So it’s the weekend, you’ve been out, had dinner, a maybe few drinks and then… not in the mood for a club? Why not ride a camel around the back of the Pyramids? What a great idea.

People, I am serious. We’d been out, eaten, drinks, and then someone looked up into the sky. Full moon! Midnight! It’s time to go horseriding! So three cars of us flew out to Giza where stables line the fence around the Pyramids. Even though it was past midnight, the streets were full of young guys on horses, galloping – yes galloping – wildly up the tracks that lead out of the city and into the desert – a distance of less than a kilometer.

By daylight, this area is a tourist hub, with touts leading riders from across the globe out around the Pyramids and past the Sphinx on camels, horses and even a donkey or two. By night, the locals come out to play (at half the price), especially during the full moon, which clearly lights the sandy desert.

We saddled up, my flighty grey mare pulling at the bit and skittering sideways when a band of about 15 boys flew past us. She spotted a few horses in a separate group in front of us and took off. Great. I was riding a leader, not a follower.

There were just five of us riding, and we finally got into a cohesive group, turned a corner past a few shops and there it was – the desert sand and the pyramids in the full moon. We cantered easily for about 20 minutes to a hill lit with fires, where guys sold hot tea – no polystyrene cups, we were drinking from glassware, baby.

We sat on logs pulled around a carpet (they SO know how to do this desert style thing), everyone smoked a cigarette, then mounted up again for home. We cantered the desert, my horse ever alert for the rocks and shale that marks part of the desert, the pyramids to my left, lit eerily with an orange glow. (Yes, it’s a gratuitious horse and pyramid shot taken in the day, months ago.)

As we rode through Giza yet more packs of boys (and a few squealing girls) on horses were heading out into the night, accompanied by at least one annoyingly loud quad bike and a dune-bashing car.

We turned our horses into the stables, to see a final group of about seven saddling up, and bringing up the rear were two wild boys high up on a pair of camels, about to set out. I looked at my watch. It was 3am.

Windswept and interesting

Everyone loves a good windswept look – think Kate Winslet in Titanic. But on Saturday, it all got a bit ridiculous, with a fierce wind, the khamaseen, whipping across the city.
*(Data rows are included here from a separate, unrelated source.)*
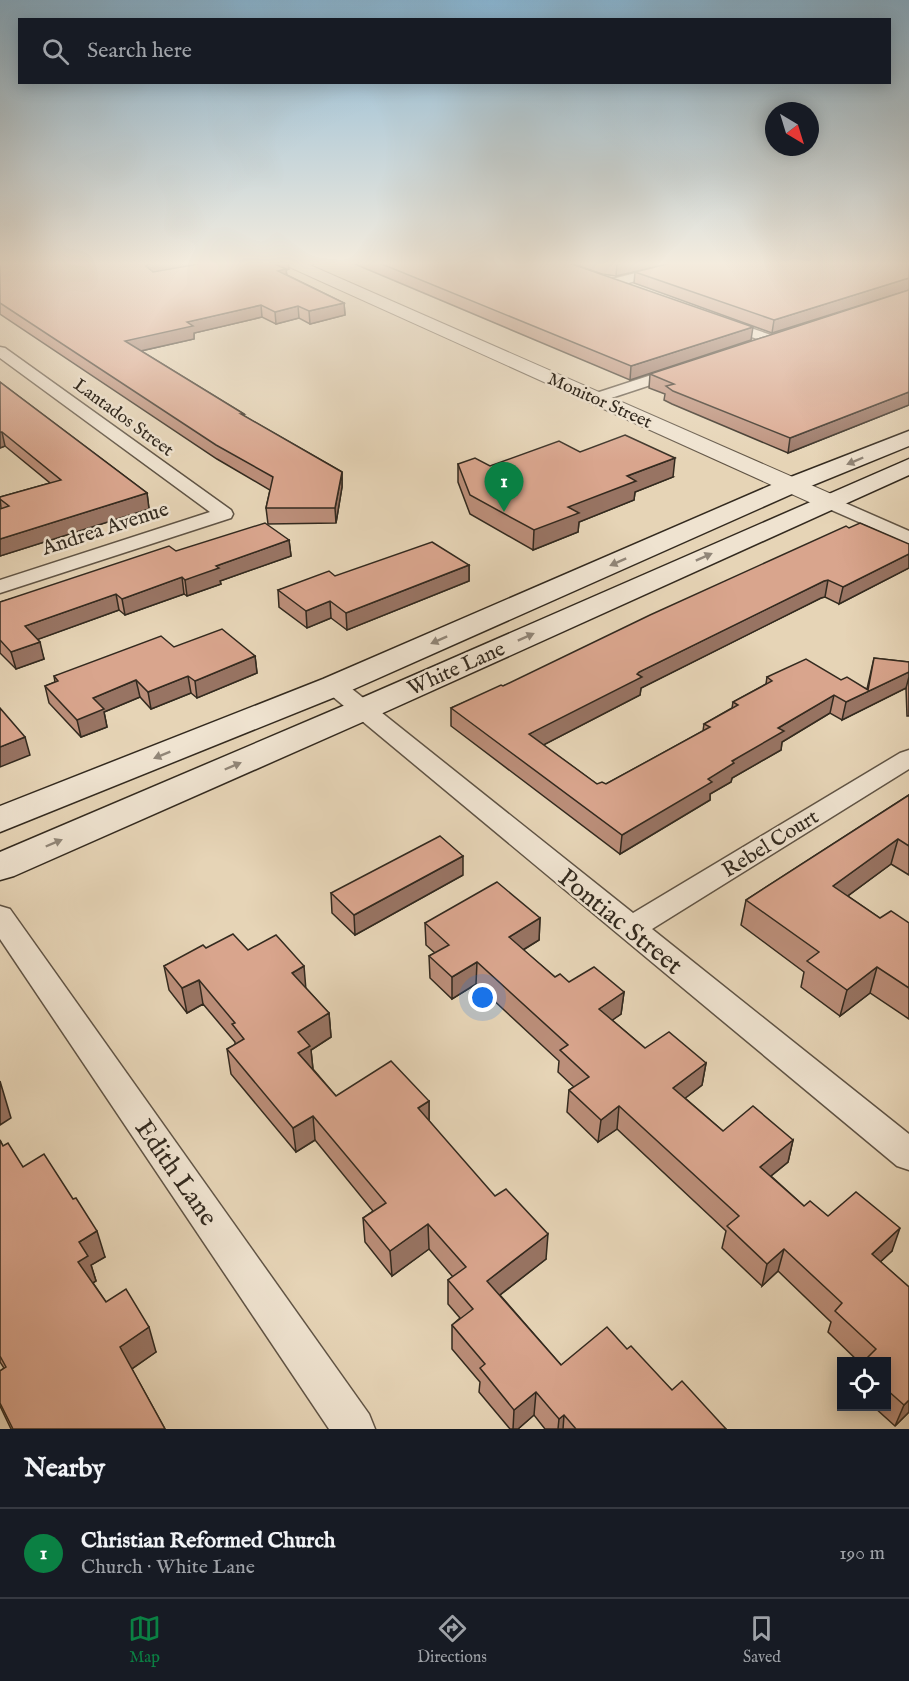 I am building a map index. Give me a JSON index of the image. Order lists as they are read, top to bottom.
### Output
{
  "streets": {
    "main road": ["White Lane"],
    "street": [
      "Monitor Street",
      "Lantados Street",
      "Andrea Avenue",
      "Rebel Court",
      "Pontiac Street",
      "Edith Lane"
    ]
  },
  "crossings": [
    ["Monitor Street", "White Lane"],
    ["Lantados Street", "Andrea Avenue"],
    ["White Lane", "Pontiac Street"],
    ["Rebel Court", "Pontiac Street"]
  ],
  "north": "bottom right",
  "page": {
    "search": "Search here",
    "pins": "1",
    "heading": "Nearby",
    "list": [
      {
        "mark": "1",
        "name": "Christian Reformed Church",
        "note": "Church · White Lane",
        "value": "190 m"
      }
    ],
    "nav": ["Map", "Directions", "Saved"]
  }
} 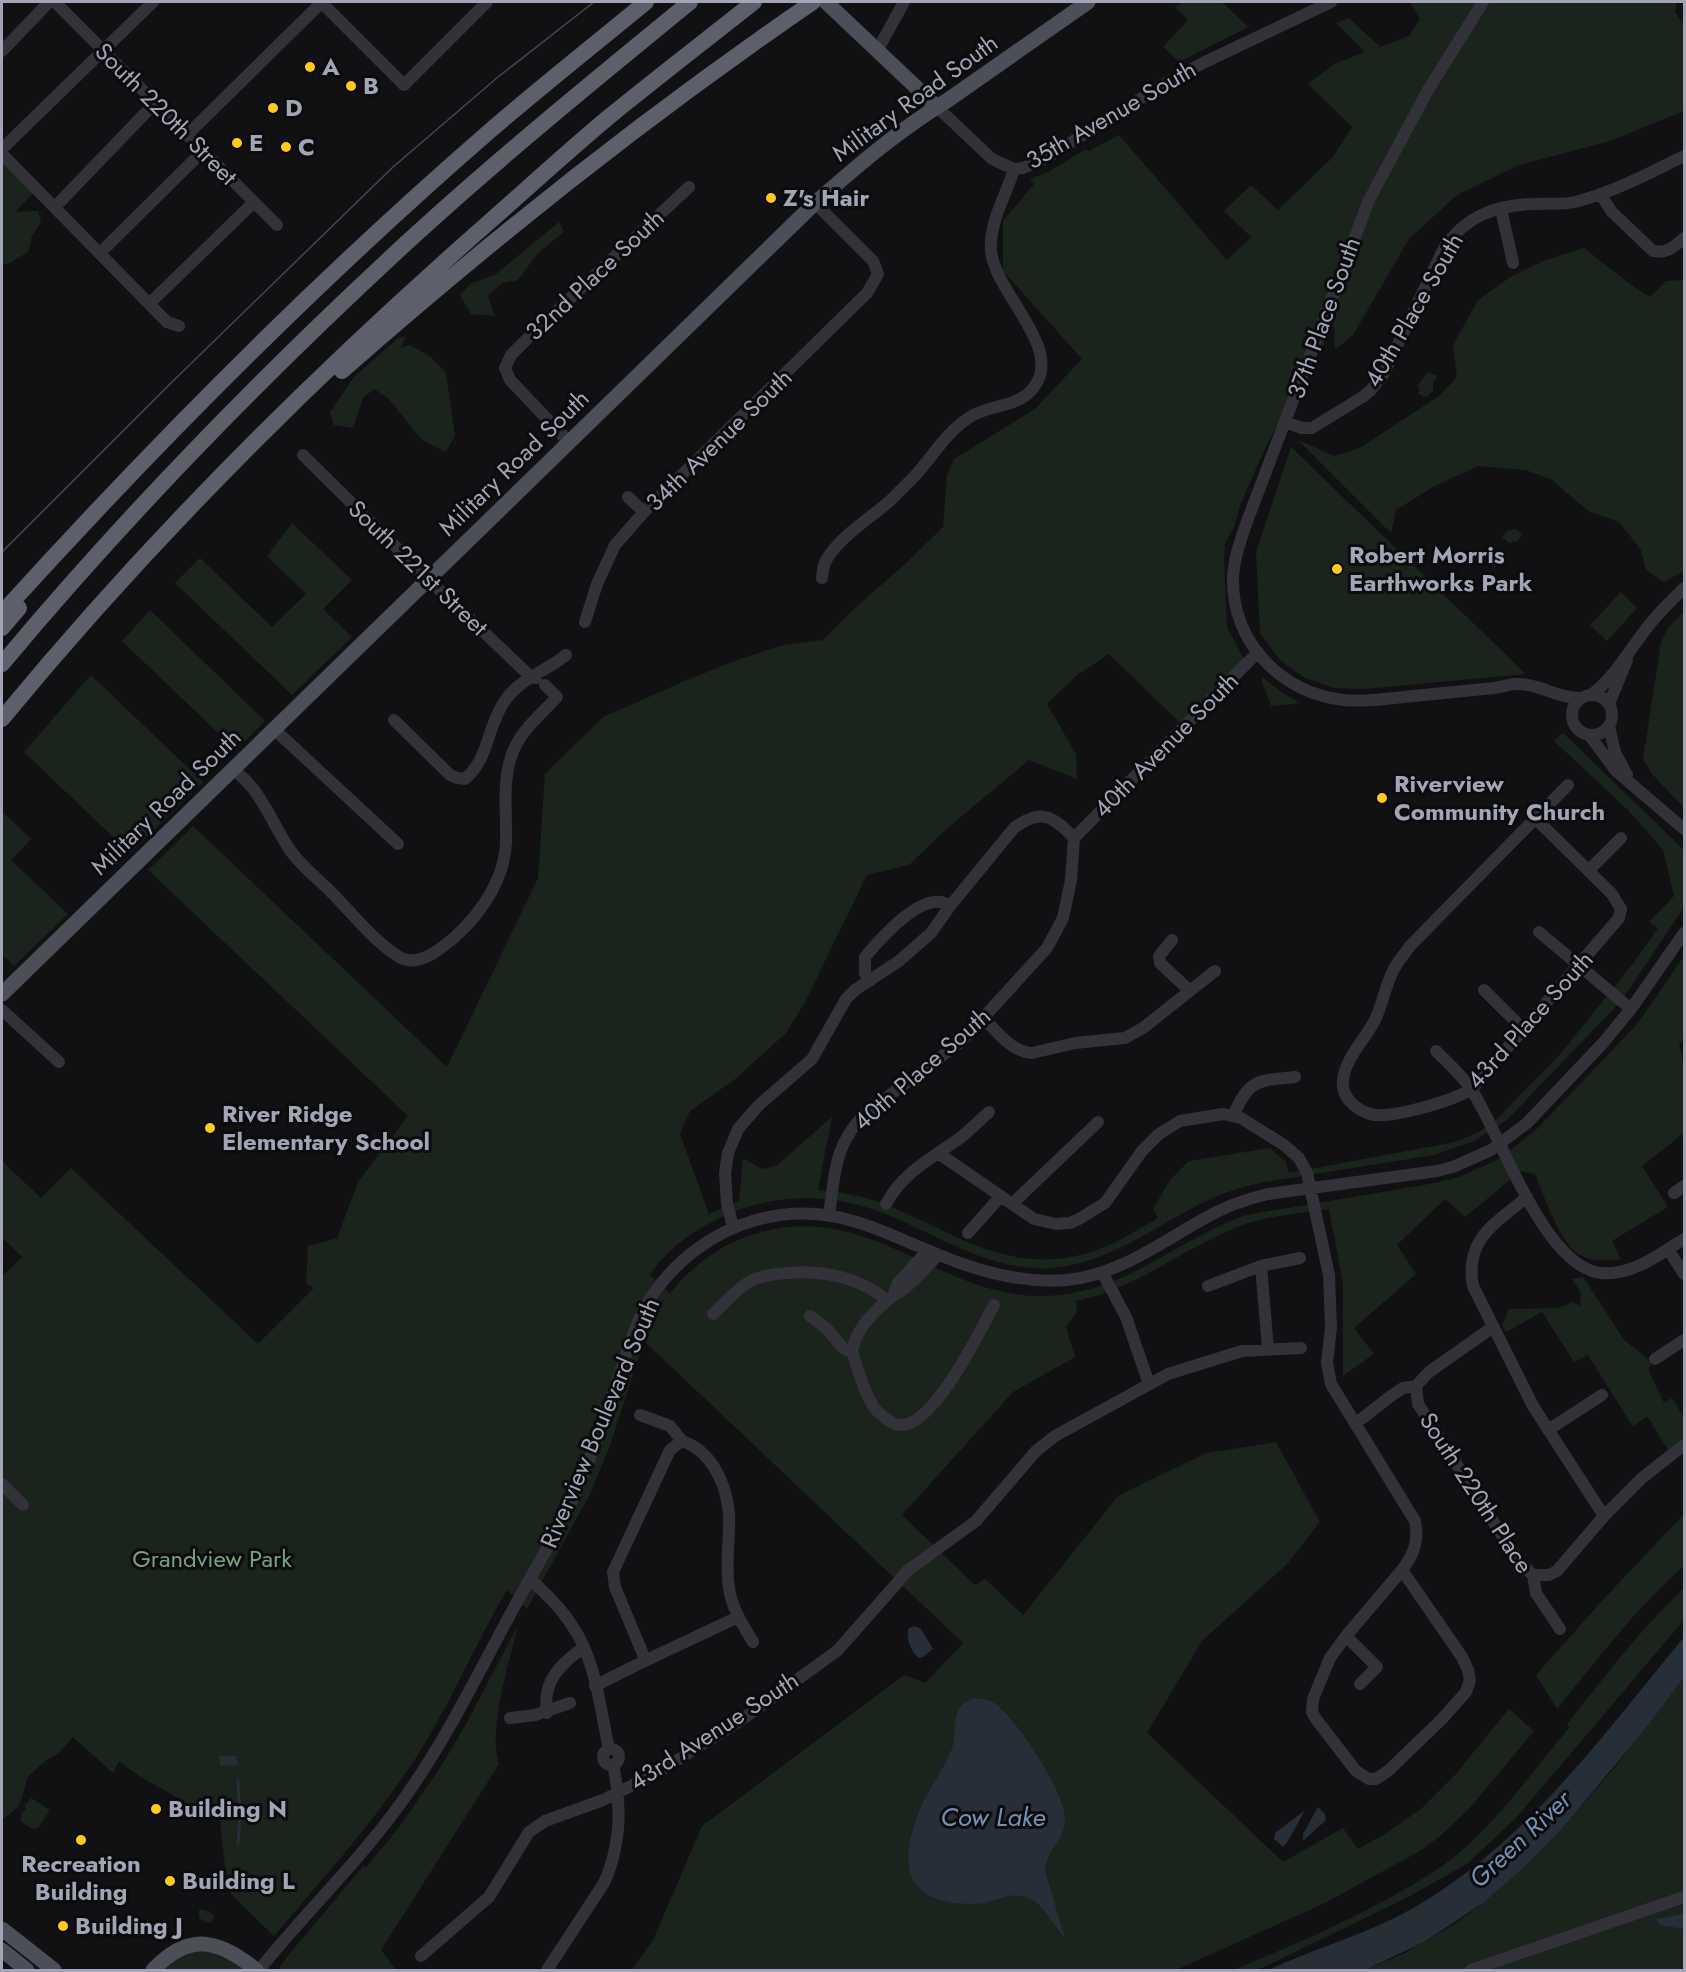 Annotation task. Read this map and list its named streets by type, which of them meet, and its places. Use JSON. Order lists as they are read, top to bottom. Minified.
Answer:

This wind tears across the country from the west, hauling great quantities of dust and sand with it. It was said to have choked Napolean’s soldiers during their invasion of Egypt from 1798–1801, which you can believe if you heard the shutters and windows crashing during the night, when it howled like a banshee. I had left a window open, with the shutters closed, the night before, and the next morning, everything was coated in a thick layer of dust, which I’m still mopping up.

According to Al-Alhram journalist Gamal Nkrumah’s column this week, the month of Mechir or Amshir, the sixth month of the Coptic calender,”invariably 8 February to 9 March, is the month of howling winds and sandstorms, which is why it is named after the ancient Egyptian god of winds, Mechir”.

Cairenes have explained the weather as 10 days of cold and rain or howling winds, then 10 hot days when the clothes you wore yesterday are completely out of kilter, leaving you covered in either goosebumps or sweat. On the positive side, you can make a statement with big sunglasses, and there’s no need to use exfoliating face scrubs…just stick your head out the window.

Giving Cairo the horn

God love the Bangles for giving lazy journalists the phrase ‘walk like an Egyptian’. I’ve written about Cairo traffic before (http://www.theage.com.au/news/world/africa/curse-of-toot–and-karma/2008/09/04/1220121408026.html) and I thought that while I am now quite experienced – which means I don’t have to hold anyone’s hand (unless I really want to) to cross the road – I had a road-to-Damascus moment the other night when a small group of us were walking down my favourite street, the impossibly beautiful Sharia Al-Muizz in Gamaliyya.
A taxi was squeezing through the narrow lane and past us, and tooted. “Habibi,” said Hany. “Why did you call the taxi ‘friend’ or ‘darling’?” I asked.He explained that when the taxi tooted at us, he tooted ta-taaa-ta, which means, ‘habibi’. I’d already heard the horns when people get married, the married couple drives through the streets followed by all their friends who joyously toot their horns in a victory sequence that’s also used after football matches by victorious fans. Ta.Ta. Ta-ta-taa. Ta.Ta. Ta-ta-taa (repeat ad nauseum).So, apart from having to learn Modern Standard Arabic, slang Egyptian and all the various hand signals, there is yet another language in this polyglot country – the language of the horn. Ta-taaa, ta! Ta-taaa, ta! Translates as “Bahebak bahebak, “I love you” (always tapped out twice) but weddings and niceties aside, then there’s also the darker side – trading insults on the freeway. Not content with shouting such pearls as “Shame on your beard!” (my favourite, and apparently QUITE an insult to a religiously observant man who grows his beard), there’s a sequence for, “Get out of the way, mother***,” which is then correctly responded to with, “Ok, son of a mother***.”)So there we were, tearing down the broad roads of Saleh Salem, alternatively loving and insulting ourselves, till other cars started to give us a wide berth as we made Hany tap out this wondrous new language on his car horn. As Rachael noted from the back seat, you’d get done for noise pollution in Australia.

Language a labour of love

“The best way to learn a language is in bed,” said Khaled.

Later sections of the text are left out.